TASK OBJECTIVE:
Find the number of lines below in which the word "names" appears, and write that number only.

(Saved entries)
···
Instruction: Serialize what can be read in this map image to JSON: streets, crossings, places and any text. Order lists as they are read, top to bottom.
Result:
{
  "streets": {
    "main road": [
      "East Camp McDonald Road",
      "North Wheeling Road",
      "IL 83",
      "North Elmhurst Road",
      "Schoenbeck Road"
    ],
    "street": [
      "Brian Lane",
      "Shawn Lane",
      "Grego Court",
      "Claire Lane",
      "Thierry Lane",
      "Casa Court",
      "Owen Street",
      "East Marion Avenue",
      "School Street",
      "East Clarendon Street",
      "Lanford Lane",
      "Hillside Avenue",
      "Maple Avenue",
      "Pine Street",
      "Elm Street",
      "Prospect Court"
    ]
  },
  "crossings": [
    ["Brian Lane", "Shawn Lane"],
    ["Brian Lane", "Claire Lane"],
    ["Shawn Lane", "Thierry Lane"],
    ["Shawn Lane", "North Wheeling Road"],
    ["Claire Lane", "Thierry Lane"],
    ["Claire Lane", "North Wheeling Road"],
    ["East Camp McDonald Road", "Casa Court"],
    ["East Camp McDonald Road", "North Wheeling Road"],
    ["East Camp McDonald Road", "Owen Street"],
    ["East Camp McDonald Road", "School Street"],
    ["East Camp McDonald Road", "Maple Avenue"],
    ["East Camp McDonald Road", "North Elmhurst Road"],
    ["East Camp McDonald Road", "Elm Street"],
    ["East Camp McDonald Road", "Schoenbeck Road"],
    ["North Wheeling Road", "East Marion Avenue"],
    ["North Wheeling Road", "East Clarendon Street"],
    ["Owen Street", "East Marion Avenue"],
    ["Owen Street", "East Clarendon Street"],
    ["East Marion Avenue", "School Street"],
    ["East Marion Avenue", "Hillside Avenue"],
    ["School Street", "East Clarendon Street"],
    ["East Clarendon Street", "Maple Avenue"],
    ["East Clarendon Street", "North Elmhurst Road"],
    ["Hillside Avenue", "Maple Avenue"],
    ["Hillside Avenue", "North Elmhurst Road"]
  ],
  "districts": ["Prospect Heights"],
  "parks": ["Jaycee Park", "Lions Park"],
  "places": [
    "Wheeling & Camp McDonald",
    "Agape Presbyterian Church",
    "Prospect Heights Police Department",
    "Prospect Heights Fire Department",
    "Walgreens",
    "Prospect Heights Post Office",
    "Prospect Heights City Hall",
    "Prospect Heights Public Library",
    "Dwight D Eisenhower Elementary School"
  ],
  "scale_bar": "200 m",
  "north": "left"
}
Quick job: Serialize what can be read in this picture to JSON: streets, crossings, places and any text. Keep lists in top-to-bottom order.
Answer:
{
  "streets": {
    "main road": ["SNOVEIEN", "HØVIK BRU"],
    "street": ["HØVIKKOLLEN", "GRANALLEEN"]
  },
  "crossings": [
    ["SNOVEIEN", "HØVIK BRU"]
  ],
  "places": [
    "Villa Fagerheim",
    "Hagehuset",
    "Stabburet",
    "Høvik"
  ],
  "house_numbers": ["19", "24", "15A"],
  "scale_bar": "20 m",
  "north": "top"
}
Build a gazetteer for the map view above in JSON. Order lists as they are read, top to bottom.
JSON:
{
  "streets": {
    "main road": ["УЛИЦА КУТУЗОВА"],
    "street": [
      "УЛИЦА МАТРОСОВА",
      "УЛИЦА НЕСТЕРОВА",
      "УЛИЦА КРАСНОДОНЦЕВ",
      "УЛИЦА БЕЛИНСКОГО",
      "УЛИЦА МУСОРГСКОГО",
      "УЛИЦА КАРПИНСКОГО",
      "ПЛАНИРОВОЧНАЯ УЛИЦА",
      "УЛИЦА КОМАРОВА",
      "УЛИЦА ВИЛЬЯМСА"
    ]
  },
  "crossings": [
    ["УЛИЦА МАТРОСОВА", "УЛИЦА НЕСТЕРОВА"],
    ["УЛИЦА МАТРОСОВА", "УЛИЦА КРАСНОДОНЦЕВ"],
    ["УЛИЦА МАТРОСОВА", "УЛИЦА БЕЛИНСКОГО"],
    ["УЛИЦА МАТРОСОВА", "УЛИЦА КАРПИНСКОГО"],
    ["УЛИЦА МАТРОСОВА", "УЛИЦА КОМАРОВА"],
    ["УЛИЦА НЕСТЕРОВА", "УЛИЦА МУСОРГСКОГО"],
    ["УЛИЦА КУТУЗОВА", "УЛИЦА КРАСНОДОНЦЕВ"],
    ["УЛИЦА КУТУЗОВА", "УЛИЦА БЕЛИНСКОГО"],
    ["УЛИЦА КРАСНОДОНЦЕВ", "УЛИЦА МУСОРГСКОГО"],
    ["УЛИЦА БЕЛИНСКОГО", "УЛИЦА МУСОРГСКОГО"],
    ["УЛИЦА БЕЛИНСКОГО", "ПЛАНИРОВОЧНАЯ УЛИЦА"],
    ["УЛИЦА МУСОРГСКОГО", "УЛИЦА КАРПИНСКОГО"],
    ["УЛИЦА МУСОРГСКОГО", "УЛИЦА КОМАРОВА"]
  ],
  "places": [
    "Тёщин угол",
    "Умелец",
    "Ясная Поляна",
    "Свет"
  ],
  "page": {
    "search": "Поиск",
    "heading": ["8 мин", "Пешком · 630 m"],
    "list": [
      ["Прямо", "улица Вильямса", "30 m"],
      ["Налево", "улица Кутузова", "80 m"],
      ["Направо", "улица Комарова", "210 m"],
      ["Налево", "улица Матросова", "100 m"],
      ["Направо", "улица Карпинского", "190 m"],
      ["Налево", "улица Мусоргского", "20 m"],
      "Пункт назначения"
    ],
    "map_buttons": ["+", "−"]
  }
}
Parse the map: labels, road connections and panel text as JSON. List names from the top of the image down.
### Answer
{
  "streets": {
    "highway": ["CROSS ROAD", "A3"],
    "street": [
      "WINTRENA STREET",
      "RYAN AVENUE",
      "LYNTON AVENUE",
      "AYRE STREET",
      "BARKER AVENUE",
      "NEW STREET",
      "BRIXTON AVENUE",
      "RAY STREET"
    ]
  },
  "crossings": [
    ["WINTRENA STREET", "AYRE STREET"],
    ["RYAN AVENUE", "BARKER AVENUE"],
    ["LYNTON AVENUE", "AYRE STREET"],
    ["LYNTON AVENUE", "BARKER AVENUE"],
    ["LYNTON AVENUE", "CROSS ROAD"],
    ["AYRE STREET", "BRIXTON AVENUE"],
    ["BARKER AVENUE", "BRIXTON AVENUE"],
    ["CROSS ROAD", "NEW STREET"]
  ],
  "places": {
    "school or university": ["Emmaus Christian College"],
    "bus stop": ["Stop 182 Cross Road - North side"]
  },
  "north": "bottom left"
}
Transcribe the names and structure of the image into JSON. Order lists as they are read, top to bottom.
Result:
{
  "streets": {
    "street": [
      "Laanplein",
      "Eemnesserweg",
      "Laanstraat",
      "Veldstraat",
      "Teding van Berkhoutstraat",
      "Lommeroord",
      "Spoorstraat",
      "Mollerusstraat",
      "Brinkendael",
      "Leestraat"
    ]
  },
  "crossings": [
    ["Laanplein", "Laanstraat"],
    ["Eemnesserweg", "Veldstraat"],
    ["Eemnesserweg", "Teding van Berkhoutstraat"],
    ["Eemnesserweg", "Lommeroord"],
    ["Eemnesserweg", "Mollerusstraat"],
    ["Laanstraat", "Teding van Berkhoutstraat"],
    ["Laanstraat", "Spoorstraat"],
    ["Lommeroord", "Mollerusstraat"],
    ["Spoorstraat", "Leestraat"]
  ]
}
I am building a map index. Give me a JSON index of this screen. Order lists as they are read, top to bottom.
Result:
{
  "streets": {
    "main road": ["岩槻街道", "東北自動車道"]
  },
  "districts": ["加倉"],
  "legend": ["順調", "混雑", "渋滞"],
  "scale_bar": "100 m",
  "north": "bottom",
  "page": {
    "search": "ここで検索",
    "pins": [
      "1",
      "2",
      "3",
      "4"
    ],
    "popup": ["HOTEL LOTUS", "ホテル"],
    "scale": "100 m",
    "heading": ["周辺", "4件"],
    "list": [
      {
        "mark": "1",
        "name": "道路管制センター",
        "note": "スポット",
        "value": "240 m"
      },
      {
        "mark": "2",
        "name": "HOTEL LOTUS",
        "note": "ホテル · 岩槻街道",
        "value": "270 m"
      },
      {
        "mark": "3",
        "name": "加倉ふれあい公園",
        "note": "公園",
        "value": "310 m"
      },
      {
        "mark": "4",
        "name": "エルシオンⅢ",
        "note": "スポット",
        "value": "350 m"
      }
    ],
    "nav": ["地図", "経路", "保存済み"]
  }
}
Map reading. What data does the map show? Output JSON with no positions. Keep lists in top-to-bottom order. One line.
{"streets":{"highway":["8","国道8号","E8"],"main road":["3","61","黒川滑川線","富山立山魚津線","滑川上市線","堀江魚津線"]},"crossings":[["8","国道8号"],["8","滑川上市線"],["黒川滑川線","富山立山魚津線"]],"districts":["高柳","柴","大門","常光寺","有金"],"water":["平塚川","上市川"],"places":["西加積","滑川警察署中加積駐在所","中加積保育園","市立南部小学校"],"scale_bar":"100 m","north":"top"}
···
EXERCISE RESULT:
2